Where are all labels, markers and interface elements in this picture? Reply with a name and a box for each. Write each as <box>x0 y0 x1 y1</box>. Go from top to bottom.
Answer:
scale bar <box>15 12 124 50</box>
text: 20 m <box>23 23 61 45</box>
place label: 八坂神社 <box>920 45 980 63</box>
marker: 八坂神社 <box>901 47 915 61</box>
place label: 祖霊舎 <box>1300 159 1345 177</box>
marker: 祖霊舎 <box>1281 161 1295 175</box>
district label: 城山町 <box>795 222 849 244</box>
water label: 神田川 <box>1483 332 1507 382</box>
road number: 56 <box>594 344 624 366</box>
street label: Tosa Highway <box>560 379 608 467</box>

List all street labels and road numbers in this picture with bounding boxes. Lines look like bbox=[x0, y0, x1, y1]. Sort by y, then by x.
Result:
==
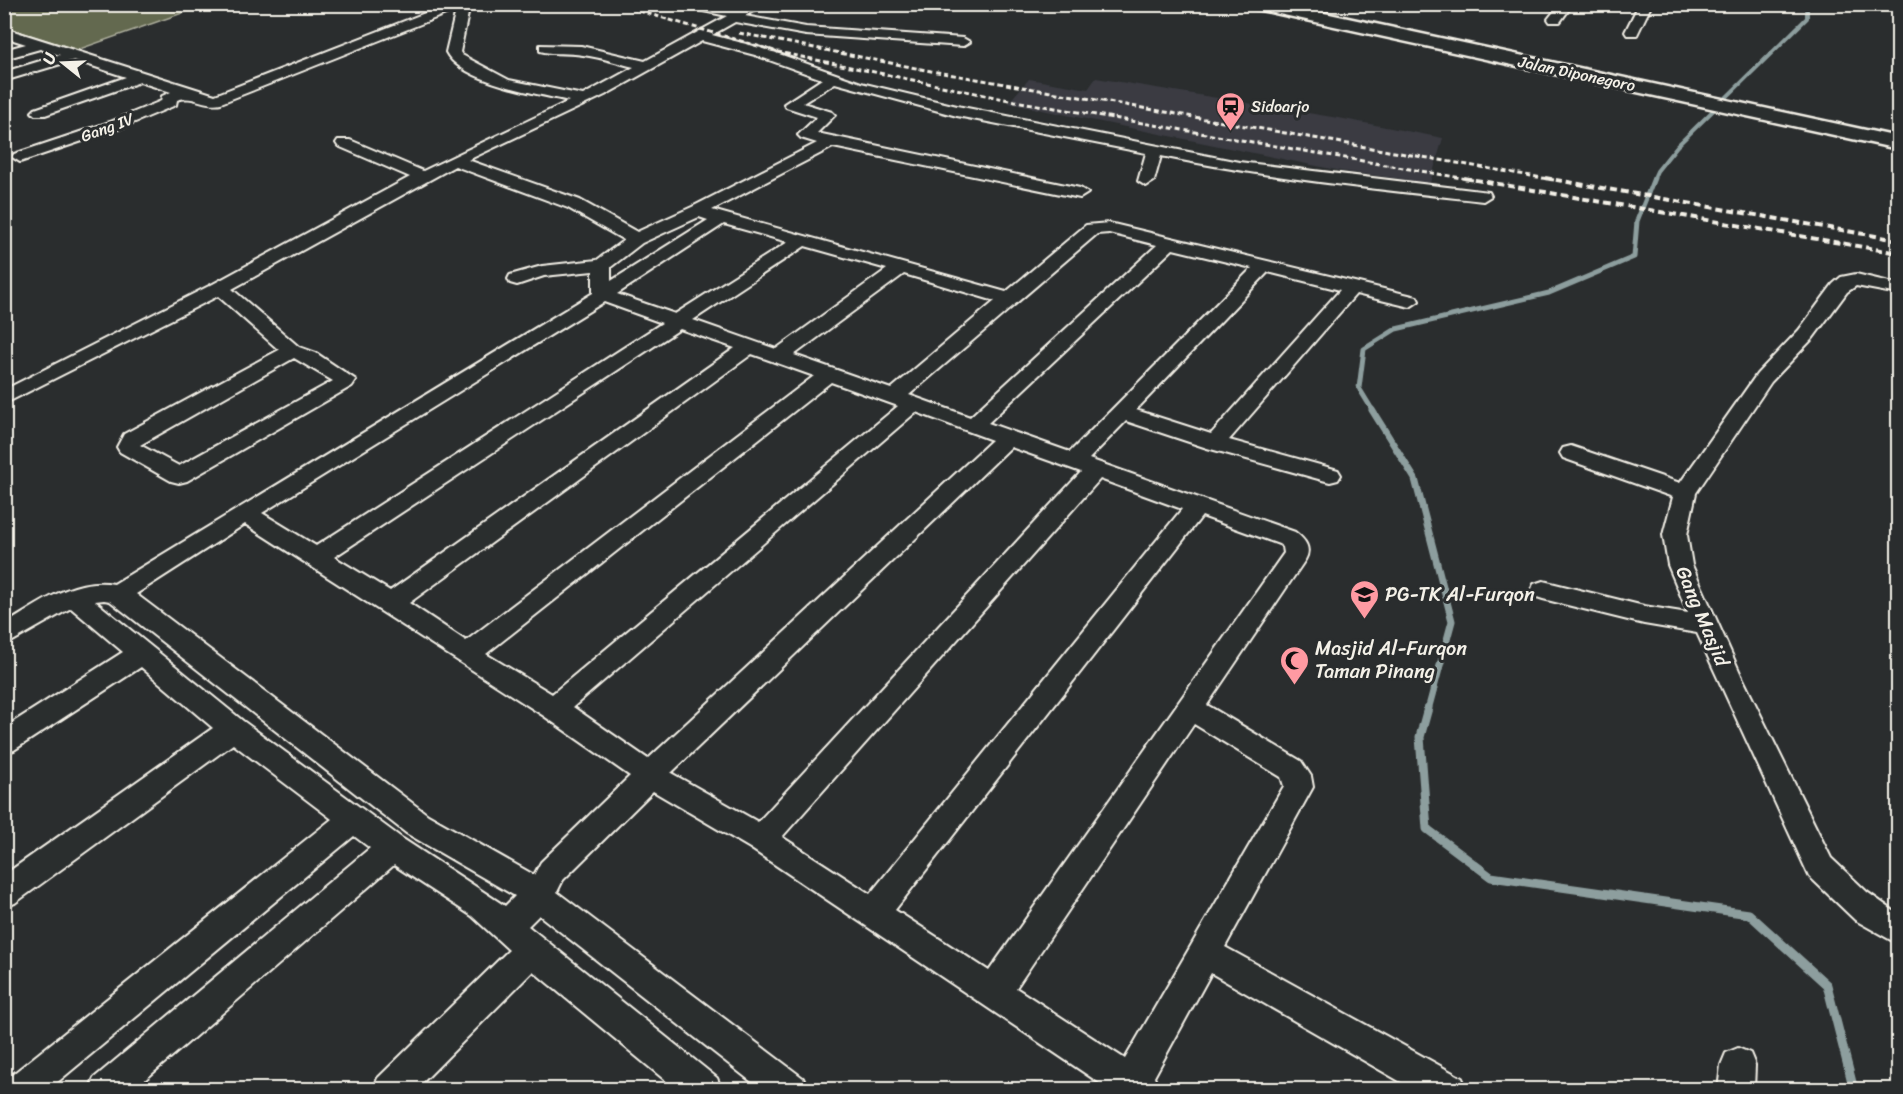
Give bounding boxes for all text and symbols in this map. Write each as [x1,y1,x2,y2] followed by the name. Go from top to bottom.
==
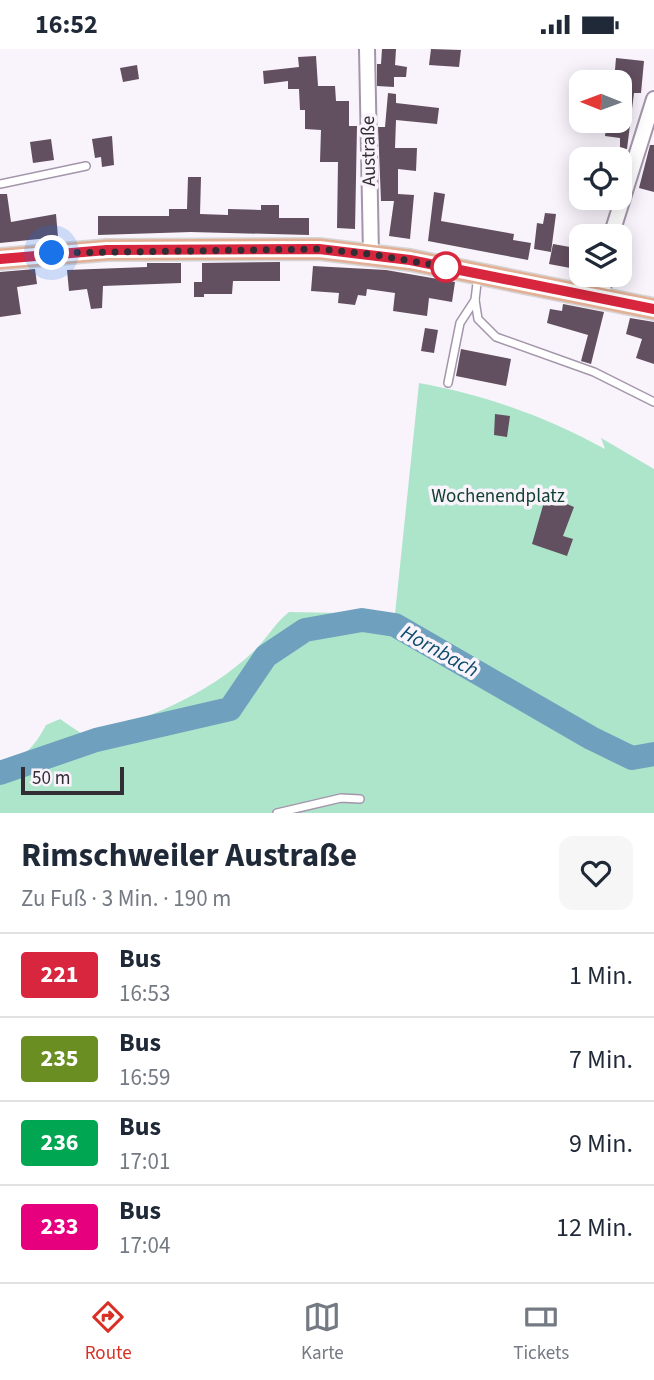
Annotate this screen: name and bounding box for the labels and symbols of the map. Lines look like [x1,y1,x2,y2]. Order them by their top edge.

**WHAT THE TASK REQUIRES**
Among the lines above, find those with the word "each". Copy them.

**ANSWER FOR THE TASK**
Where are all labels, markers and interface elements in this picture? Reply with a name and a box for each. Write each as <box>x0 y0 x1 y1</box>. Go from top to bottom.
Give bounding boxes for all text and symbols in this map. Write each as [x1,y1,x2,y2] followed by the name. Go from top to bottom.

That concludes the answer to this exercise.